**Work to be completed:** Scan the records for "solid". Show the matching lines.

**Extracted material:**
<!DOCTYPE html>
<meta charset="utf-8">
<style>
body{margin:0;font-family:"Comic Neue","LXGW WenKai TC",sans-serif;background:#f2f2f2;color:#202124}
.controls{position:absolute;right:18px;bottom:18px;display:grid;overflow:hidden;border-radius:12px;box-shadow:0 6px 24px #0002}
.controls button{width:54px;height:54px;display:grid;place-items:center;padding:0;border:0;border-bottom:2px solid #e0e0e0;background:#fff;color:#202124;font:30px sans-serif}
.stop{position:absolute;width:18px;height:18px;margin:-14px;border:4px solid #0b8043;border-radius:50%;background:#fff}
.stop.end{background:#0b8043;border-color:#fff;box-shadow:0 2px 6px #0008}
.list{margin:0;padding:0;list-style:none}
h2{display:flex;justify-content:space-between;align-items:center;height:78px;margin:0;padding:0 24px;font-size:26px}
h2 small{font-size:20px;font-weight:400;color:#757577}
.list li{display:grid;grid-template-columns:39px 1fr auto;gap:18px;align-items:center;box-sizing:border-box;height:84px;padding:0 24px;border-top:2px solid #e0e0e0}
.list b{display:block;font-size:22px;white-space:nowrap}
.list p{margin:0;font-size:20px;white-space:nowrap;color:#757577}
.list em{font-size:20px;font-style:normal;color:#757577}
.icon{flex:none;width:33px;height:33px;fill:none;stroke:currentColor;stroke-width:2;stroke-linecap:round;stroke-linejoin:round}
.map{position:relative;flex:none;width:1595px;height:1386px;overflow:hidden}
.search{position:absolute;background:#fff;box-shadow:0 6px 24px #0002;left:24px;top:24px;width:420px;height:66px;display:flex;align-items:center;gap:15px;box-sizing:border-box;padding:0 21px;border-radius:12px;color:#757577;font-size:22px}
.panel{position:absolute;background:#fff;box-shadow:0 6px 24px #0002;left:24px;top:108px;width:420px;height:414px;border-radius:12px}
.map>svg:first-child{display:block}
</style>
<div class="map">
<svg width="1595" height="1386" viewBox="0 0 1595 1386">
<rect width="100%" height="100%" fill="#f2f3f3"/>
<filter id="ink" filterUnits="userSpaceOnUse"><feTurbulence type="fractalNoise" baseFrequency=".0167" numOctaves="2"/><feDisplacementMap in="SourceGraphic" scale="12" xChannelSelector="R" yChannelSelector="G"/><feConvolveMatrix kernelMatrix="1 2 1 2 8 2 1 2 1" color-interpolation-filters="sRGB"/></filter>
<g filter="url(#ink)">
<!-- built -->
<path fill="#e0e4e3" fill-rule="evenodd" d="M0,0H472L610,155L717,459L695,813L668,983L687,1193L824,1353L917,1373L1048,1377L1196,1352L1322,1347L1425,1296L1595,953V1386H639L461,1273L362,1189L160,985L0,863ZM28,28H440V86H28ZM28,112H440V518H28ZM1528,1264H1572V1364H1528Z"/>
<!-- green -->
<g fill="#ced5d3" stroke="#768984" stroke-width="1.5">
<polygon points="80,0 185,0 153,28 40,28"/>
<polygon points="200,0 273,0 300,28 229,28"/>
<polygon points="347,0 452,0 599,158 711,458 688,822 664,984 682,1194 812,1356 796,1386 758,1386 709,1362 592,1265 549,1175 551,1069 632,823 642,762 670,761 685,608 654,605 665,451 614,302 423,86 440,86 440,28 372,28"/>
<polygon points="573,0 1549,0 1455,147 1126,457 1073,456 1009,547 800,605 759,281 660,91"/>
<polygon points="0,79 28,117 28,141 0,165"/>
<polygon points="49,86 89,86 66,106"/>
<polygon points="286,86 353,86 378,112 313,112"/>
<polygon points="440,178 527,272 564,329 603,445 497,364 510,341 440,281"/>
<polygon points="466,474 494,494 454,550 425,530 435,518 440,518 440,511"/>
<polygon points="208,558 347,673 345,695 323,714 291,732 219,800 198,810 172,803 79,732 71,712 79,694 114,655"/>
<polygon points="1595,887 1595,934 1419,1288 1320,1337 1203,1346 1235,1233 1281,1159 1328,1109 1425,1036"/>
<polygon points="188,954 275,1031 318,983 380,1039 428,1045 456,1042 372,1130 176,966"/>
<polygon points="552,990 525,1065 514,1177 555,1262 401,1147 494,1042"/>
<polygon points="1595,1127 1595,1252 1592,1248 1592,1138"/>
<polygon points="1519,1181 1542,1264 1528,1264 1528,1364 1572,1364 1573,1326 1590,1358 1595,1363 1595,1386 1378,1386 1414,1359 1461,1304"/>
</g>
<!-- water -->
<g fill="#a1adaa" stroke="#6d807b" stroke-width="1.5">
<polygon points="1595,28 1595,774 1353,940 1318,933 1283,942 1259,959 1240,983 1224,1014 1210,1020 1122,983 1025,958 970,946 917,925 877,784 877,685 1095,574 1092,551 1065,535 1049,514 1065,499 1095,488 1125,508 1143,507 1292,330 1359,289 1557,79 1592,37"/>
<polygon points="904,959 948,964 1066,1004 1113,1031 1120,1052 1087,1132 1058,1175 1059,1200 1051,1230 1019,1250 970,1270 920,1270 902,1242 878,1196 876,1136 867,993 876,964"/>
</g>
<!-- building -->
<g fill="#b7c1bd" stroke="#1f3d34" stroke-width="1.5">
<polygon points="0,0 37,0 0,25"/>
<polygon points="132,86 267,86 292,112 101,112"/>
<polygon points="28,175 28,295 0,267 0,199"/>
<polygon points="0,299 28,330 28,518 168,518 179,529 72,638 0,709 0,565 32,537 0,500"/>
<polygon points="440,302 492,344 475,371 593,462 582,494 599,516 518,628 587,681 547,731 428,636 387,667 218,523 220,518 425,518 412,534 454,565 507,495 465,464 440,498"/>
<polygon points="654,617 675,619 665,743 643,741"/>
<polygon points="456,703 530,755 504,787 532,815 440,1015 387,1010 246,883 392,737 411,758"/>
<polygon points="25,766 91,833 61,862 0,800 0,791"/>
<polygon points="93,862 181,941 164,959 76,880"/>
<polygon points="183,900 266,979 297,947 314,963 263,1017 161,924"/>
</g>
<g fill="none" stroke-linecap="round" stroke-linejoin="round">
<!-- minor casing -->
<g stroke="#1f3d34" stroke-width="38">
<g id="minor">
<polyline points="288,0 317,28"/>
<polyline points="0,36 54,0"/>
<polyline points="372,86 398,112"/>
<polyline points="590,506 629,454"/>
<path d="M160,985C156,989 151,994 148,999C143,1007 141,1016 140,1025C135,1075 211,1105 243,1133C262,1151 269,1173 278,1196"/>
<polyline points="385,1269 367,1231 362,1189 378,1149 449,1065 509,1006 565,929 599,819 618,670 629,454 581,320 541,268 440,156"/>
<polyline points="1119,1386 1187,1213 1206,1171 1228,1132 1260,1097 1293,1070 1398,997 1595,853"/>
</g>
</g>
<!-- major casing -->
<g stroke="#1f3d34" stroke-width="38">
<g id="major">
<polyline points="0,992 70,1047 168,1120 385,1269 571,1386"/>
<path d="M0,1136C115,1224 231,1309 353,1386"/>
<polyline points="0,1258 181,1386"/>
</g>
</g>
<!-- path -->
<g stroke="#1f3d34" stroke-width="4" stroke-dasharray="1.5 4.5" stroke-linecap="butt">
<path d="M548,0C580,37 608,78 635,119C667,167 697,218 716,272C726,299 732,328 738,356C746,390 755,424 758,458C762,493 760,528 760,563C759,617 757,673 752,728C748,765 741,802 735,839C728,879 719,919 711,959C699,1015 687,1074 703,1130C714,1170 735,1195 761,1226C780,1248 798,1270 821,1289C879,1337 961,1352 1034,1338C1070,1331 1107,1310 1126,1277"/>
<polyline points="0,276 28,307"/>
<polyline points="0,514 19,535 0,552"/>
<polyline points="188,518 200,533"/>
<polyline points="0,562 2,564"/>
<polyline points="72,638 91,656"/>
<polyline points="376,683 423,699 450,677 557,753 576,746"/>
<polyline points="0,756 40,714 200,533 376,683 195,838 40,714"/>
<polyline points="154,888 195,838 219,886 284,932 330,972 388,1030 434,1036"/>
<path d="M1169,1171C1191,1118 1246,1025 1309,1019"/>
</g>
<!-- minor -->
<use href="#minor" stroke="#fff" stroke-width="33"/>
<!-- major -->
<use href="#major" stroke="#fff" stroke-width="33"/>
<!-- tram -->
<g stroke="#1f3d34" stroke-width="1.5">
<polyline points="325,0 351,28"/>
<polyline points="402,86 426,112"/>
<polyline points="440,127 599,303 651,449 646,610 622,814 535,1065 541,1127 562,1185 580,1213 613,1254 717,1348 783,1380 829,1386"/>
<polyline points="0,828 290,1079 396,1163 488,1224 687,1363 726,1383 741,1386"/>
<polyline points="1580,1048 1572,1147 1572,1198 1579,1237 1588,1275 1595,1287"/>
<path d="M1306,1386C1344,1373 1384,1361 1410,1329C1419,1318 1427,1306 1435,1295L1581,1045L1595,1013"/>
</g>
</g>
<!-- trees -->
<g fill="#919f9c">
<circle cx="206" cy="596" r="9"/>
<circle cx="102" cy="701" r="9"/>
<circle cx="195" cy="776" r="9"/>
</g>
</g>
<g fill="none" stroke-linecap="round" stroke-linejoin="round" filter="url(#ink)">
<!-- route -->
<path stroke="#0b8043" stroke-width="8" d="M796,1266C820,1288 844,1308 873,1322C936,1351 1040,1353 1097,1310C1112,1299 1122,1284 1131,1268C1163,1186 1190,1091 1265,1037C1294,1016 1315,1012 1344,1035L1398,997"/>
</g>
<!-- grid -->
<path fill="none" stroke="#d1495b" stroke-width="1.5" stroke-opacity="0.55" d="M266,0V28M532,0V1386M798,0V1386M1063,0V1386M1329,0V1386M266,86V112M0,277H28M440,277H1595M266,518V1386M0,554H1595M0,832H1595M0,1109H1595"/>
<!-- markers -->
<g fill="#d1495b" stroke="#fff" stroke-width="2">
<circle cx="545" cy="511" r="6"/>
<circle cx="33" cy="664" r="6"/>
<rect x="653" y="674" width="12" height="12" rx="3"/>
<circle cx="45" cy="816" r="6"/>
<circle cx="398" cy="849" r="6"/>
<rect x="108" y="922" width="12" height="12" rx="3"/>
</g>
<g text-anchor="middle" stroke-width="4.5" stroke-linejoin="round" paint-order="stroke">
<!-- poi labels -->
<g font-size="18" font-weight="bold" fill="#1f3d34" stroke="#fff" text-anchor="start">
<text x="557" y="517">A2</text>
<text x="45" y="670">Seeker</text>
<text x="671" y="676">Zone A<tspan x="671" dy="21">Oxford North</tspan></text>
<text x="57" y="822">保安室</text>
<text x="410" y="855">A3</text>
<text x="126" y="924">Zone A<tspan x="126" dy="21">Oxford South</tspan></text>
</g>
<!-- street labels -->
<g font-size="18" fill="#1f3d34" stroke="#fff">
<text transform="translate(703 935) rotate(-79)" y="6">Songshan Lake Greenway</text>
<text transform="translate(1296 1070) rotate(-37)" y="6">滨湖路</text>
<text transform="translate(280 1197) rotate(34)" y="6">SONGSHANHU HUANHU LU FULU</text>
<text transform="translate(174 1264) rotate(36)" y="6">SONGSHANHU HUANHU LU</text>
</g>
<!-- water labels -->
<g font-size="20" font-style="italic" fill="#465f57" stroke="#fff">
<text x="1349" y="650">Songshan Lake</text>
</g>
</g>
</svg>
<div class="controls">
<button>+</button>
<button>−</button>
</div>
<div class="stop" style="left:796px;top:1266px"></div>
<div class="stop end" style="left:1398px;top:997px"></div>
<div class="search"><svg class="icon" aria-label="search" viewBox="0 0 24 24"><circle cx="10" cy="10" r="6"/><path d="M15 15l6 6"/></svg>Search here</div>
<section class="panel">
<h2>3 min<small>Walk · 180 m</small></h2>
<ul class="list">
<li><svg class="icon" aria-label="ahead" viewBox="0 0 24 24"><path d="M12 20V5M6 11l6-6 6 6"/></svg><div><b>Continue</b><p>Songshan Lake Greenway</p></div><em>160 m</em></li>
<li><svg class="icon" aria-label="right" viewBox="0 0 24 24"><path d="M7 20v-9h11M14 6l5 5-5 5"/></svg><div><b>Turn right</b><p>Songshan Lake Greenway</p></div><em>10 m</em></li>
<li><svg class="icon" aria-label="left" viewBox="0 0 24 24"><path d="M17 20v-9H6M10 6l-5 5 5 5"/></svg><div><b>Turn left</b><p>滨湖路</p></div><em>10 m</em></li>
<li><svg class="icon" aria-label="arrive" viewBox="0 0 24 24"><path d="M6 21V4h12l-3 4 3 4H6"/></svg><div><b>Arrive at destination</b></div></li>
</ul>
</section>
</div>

**Solution to this problem:**
.controls button{width:54px;height:54px;display:grid;place-items:center;padding:0;border:0;border-bottom:2px solid #e0e0e0;background:#fff;color:#202124;font:30px sans-serif}
.stop{position:absolute;width:18px;height:18px;margin:-14px;border:4px solid #0b8043;border-radius:50%;background:#fff}
.list li{display:grid;grid-template-columns:39px 1fr auto;gap:18px;align-items:center;box-sizing:border-box;height:84px;padding:0 24px;border-top:2px solid #e0e0e0}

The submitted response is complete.